I nodded, then gulped as my eyes focused on the green tubes in the distance.
Logan sighed. “This is a ship my people returned to earth with; it crashed here about fifteen years ago.”
“Your people? You really are one of them, but you said–”
“I’m not one of them, but I’m not exactly human either.”
I didn’t understand. “What are you then?”
Logan walked deeper into the room. “Tagging humans isn’t the only reason the Greys abduct people.” He stood before one of the empty canisters. The green liquid reflected off the lenses of his glasses. “They’ve been taking humans and studying them for thousands of years – experimenting on them.”
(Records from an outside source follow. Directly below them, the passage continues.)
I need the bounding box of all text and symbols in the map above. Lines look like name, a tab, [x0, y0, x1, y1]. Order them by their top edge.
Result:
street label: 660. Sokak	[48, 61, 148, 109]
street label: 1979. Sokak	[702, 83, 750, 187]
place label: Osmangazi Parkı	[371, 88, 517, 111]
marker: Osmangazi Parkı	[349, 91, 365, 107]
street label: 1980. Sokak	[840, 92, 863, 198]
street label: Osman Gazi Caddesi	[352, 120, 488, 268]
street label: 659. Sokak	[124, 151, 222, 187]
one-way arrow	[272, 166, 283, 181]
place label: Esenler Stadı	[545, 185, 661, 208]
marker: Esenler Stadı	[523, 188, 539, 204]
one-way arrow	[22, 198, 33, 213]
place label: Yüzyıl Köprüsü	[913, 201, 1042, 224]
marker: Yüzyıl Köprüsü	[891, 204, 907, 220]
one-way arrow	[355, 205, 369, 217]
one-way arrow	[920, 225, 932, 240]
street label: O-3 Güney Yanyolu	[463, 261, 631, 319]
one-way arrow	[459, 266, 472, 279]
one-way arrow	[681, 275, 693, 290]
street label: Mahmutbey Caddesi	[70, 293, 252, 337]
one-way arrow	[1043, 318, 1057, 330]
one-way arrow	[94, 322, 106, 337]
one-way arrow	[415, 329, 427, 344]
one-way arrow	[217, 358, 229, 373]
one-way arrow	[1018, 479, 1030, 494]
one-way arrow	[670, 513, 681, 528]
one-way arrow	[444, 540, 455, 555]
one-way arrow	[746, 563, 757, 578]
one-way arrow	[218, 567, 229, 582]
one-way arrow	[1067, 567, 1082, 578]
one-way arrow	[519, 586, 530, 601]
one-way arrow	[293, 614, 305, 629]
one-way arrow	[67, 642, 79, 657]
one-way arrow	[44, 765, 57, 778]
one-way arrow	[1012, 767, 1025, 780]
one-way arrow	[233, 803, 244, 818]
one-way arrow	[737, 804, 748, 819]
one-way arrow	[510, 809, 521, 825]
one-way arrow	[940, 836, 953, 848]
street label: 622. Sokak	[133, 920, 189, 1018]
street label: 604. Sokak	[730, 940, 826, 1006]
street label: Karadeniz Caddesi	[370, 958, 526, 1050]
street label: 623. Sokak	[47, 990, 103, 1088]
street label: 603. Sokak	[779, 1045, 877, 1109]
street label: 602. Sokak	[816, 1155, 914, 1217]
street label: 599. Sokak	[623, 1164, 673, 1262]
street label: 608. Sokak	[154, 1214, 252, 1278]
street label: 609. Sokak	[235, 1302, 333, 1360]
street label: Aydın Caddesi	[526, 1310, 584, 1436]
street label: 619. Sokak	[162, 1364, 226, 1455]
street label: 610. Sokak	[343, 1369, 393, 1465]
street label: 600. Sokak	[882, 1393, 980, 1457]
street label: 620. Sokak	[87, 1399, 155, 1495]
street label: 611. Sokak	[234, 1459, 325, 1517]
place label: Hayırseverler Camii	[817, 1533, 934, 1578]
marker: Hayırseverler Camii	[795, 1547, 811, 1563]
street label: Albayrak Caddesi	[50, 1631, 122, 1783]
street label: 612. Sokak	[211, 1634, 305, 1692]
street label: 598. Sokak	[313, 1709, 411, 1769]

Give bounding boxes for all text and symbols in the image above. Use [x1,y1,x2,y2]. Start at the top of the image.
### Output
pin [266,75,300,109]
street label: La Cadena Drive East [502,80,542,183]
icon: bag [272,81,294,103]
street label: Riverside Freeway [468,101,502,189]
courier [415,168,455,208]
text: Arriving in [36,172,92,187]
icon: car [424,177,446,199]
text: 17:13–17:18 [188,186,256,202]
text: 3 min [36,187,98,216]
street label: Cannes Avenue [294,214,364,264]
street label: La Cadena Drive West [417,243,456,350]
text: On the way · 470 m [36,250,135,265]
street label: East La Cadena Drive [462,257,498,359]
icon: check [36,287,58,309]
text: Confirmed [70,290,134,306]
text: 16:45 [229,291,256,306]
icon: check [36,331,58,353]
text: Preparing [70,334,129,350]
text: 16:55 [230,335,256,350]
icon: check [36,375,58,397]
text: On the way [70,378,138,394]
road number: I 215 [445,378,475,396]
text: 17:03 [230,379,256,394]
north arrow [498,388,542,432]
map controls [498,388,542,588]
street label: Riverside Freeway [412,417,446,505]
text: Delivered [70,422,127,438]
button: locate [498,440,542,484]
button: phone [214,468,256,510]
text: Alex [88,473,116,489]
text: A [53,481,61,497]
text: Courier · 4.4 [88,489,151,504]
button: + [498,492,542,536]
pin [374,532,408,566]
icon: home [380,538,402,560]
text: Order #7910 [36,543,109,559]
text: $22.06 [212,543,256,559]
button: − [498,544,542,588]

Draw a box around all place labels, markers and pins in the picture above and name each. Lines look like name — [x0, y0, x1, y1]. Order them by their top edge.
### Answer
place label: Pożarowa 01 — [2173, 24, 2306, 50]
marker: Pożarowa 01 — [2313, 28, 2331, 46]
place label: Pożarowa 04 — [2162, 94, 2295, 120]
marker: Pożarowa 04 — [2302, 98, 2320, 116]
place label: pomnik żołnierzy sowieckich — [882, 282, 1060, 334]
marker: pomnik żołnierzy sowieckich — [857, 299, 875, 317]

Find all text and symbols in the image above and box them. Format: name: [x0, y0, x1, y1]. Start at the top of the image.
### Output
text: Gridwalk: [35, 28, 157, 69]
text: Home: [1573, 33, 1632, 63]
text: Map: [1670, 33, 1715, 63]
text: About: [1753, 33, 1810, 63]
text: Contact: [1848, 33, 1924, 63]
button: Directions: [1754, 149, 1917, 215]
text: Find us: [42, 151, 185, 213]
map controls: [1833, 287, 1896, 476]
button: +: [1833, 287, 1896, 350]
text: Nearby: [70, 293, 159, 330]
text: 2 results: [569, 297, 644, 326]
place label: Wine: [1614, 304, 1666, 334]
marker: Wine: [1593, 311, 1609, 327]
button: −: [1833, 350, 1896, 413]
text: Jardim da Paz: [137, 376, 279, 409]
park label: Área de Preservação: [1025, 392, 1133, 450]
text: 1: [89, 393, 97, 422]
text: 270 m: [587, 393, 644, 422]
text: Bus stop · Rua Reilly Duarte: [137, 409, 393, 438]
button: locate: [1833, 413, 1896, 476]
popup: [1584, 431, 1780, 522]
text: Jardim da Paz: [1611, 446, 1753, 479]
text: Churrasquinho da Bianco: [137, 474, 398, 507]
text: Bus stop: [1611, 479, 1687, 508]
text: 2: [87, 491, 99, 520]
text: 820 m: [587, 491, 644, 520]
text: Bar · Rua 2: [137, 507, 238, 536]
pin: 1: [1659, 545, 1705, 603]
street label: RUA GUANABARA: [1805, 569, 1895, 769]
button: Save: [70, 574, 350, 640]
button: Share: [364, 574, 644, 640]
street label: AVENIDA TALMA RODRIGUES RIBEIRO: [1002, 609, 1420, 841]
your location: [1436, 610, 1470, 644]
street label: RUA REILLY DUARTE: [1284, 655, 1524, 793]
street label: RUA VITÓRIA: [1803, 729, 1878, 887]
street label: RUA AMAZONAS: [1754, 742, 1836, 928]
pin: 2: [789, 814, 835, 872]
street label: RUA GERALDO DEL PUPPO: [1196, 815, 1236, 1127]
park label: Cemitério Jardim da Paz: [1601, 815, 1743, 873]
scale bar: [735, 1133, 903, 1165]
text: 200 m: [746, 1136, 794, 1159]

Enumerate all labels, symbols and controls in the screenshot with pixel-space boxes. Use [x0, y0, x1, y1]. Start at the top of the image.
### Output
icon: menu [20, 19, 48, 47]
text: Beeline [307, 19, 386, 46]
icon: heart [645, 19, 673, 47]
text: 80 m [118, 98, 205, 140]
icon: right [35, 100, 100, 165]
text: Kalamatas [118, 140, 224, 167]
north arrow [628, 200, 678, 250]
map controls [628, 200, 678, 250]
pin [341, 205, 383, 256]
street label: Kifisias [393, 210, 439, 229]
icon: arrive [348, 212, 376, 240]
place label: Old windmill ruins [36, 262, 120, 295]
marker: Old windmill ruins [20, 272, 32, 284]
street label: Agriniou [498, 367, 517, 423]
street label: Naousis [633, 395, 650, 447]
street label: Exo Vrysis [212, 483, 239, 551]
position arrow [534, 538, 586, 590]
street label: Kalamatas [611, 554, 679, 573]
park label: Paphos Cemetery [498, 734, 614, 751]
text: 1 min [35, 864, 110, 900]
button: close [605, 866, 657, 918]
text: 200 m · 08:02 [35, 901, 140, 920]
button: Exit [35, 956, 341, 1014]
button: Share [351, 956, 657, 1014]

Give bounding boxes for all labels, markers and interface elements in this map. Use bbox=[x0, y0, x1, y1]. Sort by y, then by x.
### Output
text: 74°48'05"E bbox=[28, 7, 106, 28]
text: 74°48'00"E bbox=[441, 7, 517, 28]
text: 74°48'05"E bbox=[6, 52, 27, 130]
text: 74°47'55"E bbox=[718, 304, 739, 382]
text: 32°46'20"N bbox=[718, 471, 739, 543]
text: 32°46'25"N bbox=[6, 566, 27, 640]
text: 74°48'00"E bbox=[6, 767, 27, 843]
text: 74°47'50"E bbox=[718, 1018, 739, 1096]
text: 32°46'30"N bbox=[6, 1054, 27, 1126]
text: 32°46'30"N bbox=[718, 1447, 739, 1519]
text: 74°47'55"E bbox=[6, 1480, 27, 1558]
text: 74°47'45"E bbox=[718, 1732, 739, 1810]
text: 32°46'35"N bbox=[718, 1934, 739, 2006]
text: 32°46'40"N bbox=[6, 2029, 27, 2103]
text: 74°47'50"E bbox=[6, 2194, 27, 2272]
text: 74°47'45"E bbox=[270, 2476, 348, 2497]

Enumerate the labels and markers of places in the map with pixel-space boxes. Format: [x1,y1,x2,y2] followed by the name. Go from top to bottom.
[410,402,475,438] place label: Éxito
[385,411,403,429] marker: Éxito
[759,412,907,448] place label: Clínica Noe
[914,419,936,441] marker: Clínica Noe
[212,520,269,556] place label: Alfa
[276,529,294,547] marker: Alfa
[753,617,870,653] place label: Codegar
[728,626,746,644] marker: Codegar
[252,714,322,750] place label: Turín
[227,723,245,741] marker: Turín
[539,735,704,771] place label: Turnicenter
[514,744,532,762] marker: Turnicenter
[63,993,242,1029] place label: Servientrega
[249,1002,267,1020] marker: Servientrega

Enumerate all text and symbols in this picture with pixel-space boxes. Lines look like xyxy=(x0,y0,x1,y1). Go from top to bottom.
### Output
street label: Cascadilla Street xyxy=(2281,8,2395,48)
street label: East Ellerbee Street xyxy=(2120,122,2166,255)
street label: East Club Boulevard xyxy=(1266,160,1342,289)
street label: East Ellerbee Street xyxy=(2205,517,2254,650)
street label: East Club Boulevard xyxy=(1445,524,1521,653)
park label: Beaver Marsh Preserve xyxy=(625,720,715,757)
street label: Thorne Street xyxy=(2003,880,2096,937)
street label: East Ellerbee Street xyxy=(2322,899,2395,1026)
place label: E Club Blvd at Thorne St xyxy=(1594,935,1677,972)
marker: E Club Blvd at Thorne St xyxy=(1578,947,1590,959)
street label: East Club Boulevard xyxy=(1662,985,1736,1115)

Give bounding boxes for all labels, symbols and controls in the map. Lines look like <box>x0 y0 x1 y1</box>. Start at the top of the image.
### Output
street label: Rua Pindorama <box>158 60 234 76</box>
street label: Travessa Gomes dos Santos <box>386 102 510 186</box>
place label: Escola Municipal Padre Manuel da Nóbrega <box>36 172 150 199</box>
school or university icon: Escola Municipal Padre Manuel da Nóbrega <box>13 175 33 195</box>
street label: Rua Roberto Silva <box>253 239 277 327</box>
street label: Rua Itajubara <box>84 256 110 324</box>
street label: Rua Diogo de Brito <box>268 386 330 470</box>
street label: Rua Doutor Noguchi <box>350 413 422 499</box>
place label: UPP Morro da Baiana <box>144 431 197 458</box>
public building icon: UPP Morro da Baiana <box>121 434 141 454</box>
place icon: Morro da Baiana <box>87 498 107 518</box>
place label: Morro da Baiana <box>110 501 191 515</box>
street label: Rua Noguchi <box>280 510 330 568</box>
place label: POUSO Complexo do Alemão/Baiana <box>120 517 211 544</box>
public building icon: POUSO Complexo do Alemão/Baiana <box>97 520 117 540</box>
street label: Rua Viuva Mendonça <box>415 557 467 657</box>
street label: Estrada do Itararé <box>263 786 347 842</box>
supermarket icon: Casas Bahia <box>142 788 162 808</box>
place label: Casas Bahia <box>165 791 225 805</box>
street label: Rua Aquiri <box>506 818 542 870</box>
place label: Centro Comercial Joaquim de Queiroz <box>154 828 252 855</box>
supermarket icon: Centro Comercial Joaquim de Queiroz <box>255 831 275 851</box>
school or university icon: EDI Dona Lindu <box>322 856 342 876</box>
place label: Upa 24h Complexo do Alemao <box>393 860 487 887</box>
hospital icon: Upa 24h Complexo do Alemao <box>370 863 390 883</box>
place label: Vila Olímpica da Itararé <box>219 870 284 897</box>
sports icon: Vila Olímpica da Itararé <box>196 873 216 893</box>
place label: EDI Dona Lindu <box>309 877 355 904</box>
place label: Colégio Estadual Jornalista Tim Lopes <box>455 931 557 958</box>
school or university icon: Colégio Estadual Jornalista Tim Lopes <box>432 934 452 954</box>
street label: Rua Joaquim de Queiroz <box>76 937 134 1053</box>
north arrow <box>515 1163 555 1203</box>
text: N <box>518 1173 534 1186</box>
Experimenting? I wondered if they’d experimented on Logan. Was that why his eyes were black, and he could move things with his mind?
“Why?” I asked in a breathy voice. My mind fought to process everything he was telling me.
Logan’s eyes traced my face as if he were assessing whether I could handle what he was about to say next.
“To make crossbreeds,” he said. “They wanted people that were weak enough for them to control but that had the right genetic makeup to survive their planet. They abducted people and changed their DNA just enough so they could survive the harsh climate of their planet.”
“Is that what they did to you? Experiment on you?”
Logan shook his head. “Not me. I was born there. I came here when I was three…well, about three. I don’t know how well our years match up with theirs. It’s what they did to my mom though.”
“Your mom?” I thought about Mrs. Reed. She wasn’t as outgoing as the other soccer moms. She worked a lot, but she was a nice person. Every time I’d see her she was smiling. I thought about her being taken the way I had been. Then I thought about what else they would have done to her.